**WORK INSTRUCTIONS**
Lines of the listing below that contain the string "Minified" are to be returned.

**EXCERPTED RECORDS**
***

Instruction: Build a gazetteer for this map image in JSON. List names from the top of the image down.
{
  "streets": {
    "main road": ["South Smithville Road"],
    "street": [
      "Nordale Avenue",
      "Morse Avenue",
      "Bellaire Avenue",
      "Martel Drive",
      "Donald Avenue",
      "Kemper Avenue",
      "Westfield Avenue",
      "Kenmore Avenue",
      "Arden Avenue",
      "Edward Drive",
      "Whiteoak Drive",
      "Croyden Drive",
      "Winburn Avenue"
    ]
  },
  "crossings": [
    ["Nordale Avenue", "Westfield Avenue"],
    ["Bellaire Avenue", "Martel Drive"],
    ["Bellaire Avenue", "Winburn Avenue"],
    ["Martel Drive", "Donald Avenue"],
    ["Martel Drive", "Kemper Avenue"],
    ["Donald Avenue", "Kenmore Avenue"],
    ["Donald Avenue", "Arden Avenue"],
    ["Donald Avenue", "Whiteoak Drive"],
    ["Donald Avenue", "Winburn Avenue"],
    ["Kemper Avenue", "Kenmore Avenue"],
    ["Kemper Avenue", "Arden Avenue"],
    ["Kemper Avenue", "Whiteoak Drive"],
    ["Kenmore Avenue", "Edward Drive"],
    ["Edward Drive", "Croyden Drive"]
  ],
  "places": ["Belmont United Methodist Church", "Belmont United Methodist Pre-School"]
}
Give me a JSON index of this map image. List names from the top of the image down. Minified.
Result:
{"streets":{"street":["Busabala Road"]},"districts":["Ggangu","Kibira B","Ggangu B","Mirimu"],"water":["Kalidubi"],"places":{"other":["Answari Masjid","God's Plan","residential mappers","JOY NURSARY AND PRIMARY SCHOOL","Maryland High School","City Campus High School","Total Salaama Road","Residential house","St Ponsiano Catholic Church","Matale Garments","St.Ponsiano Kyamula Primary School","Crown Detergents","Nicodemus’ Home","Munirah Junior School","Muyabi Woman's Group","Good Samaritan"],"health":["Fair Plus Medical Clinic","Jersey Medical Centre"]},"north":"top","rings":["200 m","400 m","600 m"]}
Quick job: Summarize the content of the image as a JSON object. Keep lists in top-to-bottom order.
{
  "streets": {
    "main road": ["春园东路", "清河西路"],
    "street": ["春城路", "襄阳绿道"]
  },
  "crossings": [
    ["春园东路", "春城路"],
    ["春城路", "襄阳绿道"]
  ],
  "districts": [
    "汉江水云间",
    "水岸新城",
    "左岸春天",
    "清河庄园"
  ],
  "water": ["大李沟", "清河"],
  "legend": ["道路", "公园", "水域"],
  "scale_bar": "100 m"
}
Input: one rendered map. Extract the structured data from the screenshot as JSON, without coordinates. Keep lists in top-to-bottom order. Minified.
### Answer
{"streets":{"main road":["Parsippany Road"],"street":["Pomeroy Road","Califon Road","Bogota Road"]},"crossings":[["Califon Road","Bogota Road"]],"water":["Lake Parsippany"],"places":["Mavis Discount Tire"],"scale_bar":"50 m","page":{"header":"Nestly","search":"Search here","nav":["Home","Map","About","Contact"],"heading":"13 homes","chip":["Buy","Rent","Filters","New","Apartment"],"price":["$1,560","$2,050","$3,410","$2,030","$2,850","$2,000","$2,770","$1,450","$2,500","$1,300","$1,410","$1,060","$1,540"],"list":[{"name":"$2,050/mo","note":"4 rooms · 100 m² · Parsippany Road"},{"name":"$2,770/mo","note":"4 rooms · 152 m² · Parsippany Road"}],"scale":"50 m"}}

***

**OUTPUT FOR THIS EXERCISE**
Give me a JSON index of this map image. List names from the top of the image down. Minified.
Input: one rendered map. Extract the structured data from the screenshot as JSON, without coordinates. Keep lists in top-to-bottom order. Minified.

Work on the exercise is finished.